→ **YOUR ASSIGNMENT**:
Lines containing the word "none" are the ones to copy from the records below.

:::::

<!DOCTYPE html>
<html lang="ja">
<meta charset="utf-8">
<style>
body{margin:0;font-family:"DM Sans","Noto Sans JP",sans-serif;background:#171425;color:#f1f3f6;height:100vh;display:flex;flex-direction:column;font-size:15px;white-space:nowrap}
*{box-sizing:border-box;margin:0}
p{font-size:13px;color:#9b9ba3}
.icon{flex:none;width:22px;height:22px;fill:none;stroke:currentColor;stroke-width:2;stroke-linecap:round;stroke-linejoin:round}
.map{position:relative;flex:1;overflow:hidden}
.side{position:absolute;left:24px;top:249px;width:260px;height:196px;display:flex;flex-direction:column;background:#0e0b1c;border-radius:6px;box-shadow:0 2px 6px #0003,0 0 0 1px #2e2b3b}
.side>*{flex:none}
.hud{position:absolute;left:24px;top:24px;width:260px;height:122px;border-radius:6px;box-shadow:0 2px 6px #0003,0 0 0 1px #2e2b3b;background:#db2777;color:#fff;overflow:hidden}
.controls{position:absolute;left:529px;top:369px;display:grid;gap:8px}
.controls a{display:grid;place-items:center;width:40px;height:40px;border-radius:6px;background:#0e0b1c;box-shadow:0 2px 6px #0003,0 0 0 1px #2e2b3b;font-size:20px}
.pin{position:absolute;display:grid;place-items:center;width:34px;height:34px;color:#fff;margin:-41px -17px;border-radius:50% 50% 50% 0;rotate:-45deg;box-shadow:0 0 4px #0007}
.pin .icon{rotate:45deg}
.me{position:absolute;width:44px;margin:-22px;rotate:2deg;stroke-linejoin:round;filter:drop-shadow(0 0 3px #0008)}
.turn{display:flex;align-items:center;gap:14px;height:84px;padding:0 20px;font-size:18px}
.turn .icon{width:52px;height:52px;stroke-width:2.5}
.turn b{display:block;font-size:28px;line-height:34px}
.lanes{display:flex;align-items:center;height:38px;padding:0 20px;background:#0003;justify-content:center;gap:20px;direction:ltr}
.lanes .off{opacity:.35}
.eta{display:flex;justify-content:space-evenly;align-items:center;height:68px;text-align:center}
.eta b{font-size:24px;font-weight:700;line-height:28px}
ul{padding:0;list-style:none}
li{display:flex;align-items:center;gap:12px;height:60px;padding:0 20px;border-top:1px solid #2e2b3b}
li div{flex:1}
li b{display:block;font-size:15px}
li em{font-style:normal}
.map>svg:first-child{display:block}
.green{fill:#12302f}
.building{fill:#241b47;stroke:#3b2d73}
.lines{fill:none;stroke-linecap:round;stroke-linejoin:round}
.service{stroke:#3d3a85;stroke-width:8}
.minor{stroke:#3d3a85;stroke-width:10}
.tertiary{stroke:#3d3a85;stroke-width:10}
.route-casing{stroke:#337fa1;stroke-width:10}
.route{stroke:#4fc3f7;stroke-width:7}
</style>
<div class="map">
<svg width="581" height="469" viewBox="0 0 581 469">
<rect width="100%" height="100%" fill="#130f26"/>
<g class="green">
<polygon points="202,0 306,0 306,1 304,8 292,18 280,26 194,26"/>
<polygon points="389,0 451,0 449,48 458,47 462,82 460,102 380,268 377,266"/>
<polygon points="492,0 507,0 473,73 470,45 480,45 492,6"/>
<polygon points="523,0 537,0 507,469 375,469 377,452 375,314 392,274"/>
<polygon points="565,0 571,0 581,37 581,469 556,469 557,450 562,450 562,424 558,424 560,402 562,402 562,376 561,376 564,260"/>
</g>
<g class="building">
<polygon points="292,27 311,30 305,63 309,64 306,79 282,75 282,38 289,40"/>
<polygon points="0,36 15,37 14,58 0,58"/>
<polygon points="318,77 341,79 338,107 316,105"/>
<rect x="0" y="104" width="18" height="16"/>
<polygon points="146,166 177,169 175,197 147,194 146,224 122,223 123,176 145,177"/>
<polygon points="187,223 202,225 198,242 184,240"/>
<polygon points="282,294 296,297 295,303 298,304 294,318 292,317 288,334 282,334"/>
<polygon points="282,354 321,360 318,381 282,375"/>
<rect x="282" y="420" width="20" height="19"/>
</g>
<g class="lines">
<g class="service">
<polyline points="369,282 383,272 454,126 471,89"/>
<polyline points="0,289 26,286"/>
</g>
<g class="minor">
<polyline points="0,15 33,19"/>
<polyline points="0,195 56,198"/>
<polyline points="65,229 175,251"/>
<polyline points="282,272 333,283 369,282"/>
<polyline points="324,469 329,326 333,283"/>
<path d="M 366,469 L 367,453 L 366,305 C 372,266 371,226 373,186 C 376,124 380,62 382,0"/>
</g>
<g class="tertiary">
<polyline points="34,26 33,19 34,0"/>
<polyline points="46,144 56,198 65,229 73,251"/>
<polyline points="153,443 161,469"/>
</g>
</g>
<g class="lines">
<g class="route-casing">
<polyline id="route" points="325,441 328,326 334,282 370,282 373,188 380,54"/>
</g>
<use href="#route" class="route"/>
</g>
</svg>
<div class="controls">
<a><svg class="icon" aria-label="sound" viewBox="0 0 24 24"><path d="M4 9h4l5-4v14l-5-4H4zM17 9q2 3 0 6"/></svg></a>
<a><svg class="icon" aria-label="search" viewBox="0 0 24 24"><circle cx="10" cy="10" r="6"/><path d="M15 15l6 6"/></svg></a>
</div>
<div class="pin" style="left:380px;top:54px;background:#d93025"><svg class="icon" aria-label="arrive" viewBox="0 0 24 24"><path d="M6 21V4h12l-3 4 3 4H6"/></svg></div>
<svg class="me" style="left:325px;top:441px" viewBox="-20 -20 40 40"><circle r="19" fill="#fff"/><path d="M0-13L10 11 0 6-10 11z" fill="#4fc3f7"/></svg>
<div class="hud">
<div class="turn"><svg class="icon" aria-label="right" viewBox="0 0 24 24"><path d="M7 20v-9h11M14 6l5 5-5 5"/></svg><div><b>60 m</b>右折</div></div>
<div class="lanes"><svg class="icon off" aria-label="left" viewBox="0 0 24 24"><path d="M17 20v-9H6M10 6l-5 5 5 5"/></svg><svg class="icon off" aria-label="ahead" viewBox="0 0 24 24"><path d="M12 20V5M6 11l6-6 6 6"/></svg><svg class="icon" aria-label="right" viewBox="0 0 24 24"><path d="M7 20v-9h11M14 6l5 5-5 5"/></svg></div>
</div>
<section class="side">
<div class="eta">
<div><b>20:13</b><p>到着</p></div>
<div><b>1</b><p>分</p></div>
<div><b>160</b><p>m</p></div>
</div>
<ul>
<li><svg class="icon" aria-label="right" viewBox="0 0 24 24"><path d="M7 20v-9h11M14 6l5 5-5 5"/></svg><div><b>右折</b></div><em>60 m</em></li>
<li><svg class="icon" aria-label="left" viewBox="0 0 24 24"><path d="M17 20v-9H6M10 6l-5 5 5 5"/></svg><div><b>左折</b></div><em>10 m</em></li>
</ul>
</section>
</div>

:::::

→ **EXERCISE SOLUTION**:
.icon{flex:none;width:22px;height:22px;fill:none;stroke:currentColor;stroke-width:2;stroke-linecap:round;stroke-linejoin:round}
.side>*{flex:none}
ul{padding:0;list-style:none}
.lines{fill:none;stroke-linecap:round;stroke-linejoin:round}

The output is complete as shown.